Copy all lines below that use the word "sans".

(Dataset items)
►

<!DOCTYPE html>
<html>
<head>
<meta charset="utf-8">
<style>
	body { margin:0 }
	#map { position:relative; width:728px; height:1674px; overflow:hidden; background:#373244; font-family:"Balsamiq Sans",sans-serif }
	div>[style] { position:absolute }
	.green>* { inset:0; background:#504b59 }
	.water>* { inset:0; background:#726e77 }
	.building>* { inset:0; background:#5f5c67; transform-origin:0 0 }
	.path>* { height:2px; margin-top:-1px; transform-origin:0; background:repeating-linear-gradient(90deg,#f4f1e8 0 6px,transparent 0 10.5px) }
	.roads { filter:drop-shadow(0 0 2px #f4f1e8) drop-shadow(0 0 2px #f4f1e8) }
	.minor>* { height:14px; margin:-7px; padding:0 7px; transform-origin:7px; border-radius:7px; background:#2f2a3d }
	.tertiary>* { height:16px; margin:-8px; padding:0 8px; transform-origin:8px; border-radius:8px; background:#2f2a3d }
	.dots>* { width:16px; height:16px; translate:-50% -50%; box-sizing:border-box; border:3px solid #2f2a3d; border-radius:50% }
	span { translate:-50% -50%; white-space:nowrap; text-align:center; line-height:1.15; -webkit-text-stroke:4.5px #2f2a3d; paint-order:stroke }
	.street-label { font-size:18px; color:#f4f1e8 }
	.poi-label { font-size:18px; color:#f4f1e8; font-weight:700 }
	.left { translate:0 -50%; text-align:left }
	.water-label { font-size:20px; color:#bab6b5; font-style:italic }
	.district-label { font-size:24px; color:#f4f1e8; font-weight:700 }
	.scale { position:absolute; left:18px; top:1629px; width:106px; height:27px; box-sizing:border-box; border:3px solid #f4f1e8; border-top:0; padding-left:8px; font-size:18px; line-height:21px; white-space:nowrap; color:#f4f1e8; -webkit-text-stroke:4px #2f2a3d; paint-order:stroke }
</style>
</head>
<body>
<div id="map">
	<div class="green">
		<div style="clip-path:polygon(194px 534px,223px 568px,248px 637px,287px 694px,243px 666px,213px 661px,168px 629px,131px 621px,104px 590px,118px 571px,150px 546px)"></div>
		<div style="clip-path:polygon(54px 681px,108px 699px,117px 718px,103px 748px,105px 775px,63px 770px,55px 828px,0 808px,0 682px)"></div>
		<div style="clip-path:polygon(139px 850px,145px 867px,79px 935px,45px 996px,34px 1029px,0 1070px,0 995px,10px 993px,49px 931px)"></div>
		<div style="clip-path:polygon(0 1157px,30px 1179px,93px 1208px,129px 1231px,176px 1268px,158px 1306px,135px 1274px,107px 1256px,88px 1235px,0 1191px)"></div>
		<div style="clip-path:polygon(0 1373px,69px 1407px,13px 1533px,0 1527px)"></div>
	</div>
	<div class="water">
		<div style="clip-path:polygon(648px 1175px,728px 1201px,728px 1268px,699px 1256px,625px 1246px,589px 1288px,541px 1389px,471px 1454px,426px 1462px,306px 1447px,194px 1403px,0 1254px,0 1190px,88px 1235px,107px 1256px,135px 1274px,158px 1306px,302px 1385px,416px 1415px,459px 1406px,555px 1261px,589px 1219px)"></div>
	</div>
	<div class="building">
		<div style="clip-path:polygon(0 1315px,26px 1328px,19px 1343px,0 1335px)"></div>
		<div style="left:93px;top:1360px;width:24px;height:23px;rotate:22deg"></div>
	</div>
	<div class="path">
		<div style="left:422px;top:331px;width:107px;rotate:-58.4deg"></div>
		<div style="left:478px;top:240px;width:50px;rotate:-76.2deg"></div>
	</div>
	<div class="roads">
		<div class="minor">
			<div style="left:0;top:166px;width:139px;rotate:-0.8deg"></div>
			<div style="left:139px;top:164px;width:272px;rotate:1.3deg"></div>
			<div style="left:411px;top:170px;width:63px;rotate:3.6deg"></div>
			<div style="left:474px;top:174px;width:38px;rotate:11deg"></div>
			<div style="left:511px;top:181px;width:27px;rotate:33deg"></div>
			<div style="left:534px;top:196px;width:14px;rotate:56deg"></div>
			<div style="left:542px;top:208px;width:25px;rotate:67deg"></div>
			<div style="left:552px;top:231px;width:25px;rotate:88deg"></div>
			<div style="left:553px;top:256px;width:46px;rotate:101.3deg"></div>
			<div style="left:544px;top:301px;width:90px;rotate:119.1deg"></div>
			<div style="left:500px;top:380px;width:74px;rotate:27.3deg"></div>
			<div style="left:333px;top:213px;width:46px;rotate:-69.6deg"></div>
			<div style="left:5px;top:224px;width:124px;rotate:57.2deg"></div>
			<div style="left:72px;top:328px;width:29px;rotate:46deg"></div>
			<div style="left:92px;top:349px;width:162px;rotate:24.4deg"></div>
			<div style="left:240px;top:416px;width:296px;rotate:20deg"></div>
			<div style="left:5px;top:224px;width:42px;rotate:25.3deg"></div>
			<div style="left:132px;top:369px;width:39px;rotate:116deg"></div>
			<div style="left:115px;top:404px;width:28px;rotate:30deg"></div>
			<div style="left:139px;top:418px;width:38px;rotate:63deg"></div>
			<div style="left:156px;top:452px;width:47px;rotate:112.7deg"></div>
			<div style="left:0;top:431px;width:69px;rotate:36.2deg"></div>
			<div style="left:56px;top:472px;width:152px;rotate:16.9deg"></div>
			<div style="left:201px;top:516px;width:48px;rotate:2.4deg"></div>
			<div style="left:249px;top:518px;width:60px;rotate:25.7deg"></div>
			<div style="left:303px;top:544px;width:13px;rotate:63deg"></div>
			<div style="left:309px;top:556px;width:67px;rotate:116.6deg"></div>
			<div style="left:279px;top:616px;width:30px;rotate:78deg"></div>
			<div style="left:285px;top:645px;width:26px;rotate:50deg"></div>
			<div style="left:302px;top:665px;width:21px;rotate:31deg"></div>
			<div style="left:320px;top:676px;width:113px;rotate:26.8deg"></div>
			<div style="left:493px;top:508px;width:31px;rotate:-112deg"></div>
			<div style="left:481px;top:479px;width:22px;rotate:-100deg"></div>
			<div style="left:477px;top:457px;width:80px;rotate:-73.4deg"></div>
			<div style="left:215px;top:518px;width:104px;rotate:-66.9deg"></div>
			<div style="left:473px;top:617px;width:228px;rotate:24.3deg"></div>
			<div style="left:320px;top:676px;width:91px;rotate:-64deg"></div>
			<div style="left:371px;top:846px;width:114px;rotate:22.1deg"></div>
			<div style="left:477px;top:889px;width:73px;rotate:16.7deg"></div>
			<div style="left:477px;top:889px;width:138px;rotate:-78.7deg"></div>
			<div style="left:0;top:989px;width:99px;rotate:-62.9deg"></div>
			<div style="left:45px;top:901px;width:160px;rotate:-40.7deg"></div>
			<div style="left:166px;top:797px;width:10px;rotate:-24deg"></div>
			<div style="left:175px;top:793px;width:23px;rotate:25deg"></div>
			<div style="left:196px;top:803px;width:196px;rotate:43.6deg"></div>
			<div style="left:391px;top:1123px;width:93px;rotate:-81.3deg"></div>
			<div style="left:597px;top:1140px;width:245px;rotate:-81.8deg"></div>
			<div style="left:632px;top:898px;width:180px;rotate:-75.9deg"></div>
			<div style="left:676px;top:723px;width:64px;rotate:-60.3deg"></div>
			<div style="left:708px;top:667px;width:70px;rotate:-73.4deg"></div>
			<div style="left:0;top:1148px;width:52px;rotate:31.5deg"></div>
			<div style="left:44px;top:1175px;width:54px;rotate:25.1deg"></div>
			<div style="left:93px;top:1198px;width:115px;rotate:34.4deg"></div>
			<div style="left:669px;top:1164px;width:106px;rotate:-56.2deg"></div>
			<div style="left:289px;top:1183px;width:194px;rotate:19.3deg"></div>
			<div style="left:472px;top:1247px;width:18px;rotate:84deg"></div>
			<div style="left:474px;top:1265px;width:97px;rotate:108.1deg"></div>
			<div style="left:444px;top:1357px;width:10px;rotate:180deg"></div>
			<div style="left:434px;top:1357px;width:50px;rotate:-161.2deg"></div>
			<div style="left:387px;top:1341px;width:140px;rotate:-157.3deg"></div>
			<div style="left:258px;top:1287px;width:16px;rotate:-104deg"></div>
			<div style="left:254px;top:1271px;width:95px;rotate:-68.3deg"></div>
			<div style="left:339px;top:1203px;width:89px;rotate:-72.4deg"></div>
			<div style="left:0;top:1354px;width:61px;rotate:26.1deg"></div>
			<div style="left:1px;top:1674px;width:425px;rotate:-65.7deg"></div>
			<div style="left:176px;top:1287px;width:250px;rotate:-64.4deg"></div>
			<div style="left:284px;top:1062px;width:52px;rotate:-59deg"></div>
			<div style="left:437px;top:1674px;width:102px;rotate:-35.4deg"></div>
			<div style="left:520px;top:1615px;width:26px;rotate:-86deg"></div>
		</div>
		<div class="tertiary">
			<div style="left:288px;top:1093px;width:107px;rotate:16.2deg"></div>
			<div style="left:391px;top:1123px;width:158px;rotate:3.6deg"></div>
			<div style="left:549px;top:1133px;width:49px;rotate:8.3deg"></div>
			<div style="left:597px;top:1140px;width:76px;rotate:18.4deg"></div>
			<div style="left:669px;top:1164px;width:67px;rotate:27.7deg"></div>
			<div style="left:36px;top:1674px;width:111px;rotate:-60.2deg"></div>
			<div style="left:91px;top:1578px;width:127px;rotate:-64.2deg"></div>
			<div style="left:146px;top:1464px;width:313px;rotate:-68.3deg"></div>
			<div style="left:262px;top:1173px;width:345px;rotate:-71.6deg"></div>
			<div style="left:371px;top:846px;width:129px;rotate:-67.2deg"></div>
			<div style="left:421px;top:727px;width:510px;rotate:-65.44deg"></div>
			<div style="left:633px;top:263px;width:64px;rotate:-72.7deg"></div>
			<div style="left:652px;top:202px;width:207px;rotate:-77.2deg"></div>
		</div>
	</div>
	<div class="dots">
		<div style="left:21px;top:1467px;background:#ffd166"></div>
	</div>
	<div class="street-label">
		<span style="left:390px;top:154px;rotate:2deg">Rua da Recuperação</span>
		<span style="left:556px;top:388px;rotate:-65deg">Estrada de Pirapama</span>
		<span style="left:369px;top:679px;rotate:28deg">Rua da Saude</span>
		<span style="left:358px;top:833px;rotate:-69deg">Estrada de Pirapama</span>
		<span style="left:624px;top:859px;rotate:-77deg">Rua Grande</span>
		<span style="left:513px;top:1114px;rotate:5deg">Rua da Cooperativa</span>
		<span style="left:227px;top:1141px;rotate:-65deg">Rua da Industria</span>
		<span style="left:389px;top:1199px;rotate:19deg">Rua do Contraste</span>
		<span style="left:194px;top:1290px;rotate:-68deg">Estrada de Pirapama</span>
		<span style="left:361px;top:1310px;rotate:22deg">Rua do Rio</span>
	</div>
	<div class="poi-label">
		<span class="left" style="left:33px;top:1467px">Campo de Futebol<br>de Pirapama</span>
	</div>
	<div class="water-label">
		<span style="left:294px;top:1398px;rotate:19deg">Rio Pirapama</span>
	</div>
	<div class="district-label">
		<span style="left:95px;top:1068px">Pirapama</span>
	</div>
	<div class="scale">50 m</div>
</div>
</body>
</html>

◄
►

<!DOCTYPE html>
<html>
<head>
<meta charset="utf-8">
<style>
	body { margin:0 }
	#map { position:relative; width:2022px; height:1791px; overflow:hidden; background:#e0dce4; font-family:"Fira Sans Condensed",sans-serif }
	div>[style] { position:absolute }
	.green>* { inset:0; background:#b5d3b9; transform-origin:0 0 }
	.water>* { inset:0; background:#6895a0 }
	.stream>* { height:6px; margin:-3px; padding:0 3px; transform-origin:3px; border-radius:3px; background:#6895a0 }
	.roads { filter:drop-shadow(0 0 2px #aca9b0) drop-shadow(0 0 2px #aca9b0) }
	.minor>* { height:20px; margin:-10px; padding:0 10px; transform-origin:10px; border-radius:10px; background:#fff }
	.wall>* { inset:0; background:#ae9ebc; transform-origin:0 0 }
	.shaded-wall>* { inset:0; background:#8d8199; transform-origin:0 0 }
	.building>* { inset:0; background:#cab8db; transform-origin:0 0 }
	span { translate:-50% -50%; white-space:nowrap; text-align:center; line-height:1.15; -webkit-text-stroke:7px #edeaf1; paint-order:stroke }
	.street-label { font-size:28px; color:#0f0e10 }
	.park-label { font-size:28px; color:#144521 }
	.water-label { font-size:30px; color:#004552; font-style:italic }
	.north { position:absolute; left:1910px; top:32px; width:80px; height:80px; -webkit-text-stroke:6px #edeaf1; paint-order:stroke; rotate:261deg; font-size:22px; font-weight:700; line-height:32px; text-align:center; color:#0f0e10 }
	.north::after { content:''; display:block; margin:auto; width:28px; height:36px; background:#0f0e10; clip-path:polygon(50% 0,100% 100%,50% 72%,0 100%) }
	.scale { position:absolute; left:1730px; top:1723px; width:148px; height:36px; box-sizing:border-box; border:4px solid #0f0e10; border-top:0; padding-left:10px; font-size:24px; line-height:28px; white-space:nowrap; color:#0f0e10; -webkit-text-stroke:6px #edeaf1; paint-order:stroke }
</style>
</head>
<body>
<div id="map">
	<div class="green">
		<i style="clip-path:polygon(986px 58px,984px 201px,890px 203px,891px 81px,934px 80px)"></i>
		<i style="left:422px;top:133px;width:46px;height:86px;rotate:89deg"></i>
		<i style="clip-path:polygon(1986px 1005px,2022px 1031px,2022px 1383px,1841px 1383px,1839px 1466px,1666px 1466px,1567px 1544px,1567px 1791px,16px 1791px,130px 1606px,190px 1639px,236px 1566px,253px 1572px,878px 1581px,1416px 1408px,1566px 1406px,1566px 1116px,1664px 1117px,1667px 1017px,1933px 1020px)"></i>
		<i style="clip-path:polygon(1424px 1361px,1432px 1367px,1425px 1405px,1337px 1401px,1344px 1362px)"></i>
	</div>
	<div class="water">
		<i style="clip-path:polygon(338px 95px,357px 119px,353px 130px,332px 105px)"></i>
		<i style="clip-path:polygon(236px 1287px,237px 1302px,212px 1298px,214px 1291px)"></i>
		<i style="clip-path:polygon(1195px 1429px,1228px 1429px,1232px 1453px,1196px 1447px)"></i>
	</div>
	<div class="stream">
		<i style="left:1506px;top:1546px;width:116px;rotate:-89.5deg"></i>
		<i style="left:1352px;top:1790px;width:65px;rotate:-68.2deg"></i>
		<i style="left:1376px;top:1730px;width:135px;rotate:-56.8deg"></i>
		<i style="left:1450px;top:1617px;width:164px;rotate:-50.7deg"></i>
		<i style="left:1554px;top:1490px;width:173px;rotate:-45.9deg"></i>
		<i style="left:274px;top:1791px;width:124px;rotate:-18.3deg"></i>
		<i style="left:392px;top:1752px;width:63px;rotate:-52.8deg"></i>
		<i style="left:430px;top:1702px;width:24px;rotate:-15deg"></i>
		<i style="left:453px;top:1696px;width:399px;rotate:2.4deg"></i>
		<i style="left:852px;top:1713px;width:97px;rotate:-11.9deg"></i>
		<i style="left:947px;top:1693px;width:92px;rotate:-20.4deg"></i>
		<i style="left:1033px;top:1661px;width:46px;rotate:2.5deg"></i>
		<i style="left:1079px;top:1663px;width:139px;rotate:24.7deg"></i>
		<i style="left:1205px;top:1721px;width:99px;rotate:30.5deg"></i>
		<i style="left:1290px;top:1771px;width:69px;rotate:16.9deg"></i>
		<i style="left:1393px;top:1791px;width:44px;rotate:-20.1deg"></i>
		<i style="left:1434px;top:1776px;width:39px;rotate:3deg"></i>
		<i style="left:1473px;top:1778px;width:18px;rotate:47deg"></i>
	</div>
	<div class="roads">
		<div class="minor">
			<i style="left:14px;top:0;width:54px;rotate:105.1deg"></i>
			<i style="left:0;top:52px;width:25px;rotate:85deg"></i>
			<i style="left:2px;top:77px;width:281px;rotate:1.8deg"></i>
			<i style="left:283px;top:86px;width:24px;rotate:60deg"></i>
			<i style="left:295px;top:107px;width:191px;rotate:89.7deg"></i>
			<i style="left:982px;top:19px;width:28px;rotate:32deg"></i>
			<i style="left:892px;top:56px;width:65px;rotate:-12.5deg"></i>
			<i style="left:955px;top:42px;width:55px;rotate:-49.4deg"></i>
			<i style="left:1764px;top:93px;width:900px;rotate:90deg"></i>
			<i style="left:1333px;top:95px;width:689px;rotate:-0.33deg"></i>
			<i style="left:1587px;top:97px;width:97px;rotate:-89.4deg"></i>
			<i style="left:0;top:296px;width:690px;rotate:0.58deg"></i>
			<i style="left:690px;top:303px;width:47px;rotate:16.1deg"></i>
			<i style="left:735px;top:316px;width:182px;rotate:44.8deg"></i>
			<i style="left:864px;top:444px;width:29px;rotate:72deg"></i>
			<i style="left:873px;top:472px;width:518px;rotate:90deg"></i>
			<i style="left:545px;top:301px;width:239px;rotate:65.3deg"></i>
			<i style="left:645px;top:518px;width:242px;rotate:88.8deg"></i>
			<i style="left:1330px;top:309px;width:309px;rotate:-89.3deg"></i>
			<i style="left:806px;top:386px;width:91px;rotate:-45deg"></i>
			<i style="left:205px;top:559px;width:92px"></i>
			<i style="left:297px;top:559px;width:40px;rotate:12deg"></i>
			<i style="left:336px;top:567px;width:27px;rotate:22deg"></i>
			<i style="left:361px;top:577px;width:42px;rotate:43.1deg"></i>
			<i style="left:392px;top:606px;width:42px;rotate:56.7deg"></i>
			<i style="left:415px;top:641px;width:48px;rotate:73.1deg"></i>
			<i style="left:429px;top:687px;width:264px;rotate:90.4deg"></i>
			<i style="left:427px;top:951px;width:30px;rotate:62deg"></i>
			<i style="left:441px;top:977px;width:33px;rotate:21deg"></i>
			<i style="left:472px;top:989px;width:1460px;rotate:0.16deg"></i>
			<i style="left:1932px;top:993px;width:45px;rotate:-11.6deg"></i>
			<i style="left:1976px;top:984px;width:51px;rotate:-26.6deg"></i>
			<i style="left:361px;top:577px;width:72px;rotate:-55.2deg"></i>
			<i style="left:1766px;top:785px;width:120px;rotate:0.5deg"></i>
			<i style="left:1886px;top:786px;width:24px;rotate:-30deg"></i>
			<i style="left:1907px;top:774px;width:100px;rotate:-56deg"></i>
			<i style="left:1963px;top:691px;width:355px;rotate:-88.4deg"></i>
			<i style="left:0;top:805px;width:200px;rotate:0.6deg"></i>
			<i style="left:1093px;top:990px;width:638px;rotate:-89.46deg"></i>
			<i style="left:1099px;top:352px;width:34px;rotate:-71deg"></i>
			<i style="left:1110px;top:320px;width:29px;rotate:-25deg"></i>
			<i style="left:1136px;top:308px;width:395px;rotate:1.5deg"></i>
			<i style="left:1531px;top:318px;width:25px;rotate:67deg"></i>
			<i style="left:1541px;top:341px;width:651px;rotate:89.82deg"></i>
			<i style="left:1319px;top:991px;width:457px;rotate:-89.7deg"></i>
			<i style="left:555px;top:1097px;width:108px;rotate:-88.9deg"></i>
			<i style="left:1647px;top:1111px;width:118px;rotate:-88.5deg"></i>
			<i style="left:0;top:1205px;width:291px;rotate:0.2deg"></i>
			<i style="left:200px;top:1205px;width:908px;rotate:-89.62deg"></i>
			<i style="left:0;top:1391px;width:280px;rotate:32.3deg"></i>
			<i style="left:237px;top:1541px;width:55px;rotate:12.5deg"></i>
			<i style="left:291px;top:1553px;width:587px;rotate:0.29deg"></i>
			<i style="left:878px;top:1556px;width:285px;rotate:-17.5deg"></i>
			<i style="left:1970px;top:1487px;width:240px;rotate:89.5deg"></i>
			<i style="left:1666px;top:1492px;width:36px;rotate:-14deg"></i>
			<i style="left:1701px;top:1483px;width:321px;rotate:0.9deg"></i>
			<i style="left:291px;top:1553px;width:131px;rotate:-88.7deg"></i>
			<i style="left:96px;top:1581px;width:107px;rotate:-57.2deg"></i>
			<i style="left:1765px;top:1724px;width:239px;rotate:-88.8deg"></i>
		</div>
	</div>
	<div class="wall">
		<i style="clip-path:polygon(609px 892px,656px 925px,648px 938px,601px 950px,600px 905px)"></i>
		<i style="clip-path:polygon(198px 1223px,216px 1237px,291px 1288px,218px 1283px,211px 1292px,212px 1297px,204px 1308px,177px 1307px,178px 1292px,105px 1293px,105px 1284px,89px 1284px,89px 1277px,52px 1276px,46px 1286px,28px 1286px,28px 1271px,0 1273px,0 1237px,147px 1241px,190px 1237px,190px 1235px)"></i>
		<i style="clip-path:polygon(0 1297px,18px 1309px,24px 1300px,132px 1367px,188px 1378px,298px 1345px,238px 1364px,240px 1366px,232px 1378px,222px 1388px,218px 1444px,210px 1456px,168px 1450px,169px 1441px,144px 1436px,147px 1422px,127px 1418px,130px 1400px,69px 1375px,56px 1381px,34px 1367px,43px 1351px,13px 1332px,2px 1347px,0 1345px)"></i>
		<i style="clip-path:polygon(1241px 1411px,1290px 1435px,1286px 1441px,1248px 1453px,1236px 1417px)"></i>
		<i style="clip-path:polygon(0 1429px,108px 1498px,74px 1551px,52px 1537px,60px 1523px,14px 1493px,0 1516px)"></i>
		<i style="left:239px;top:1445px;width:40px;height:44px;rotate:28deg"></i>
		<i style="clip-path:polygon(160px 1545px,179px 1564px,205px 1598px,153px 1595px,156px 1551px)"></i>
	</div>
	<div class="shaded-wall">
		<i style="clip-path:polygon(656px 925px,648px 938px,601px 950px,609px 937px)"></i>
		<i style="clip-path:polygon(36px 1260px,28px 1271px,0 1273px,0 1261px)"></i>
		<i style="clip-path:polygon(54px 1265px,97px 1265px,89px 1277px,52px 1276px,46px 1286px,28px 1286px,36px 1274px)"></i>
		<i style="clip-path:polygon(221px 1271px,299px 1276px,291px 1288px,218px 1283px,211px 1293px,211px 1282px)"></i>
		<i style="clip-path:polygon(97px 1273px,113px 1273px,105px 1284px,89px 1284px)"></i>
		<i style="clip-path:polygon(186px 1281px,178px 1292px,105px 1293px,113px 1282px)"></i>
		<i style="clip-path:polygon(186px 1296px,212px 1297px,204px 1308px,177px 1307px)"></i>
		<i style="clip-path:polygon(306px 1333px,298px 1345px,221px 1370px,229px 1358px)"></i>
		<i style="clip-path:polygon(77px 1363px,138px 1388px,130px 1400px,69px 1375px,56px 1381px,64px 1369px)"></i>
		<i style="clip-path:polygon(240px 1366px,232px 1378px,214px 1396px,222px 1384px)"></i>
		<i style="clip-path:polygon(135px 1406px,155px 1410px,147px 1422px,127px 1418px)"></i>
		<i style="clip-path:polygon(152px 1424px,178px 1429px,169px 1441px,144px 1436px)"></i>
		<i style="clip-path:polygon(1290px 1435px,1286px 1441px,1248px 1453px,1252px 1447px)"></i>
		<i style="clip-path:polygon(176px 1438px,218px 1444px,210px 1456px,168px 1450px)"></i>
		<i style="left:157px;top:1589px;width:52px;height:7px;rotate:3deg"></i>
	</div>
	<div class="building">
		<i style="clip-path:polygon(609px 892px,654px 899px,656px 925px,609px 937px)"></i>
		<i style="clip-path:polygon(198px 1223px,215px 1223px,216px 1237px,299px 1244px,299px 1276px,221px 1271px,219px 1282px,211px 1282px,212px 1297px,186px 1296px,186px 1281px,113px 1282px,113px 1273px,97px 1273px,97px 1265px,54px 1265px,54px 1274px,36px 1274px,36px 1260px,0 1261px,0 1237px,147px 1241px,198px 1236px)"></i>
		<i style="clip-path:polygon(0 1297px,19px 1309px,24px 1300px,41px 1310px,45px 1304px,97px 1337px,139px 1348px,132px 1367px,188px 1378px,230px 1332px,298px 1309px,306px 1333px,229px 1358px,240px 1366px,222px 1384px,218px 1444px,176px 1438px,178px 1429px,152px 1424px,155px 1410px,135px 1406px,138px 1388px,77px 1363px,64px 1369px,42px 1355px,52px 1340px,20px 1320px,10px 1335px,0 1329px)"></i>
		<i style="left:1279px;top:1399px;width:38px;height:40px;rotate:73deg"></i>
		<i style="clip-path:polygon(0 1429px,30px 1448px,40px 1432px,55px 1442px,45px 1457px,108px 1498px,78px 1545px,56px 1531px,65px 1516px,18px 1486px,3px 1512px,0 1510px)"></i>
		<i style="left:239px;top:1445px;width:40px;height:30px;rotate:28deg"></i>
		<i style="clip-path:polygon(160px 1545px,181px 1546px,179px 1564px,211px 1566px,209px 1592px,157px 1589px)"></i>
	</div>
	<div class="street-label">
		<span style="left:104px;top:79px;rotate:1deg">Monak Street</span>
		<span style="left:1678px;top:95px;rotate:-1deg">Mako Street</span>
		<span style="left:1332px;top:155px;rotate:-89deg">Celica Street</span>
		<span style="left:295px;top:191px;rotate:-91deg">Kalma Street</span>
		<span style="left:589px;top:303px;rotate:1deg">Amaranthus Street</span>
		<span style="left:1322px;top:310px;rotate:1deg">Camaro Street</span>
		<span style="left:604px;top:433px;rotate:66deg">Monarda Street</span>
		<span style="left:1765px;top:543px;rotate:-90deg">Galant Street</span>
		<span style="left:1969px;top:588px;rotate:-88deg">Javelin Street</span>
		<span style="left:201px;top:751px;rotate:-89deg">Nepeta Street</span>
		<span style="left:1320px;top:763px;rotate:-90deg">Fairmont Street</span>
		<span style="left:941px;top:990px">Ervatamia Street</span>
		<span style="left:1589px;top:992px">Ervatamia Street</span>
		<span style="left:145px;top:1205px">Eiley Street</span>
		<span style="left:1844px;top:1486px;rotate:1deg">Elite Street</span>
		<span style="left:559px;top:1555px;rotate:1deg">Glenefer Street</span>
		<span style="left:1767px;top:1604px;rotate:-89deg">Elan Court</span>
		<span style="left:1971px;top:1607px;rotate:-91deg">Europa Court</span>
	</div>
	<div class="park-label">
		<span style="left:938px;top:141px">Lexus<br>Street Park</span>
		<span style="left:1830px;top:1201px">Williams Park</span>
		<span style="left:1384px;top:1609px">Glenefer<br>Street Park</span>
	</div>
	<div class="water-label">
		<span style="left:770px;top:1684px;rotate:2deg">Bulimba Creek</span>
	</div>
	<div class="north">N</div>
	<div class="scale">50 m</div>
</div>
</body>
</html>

◄

● **EXERCISE ANSWER**
	#map { position:relative; width:728px; height:1674px; overflow:hidden; background:#373244; font-family:"Balsamiq Sans",sans-serif }
	#map { position:relative; width:2022px; height:1791px; overflow:hidden; background:#e0dce4; font-family:"Fira Sans Condensed",sans-serif }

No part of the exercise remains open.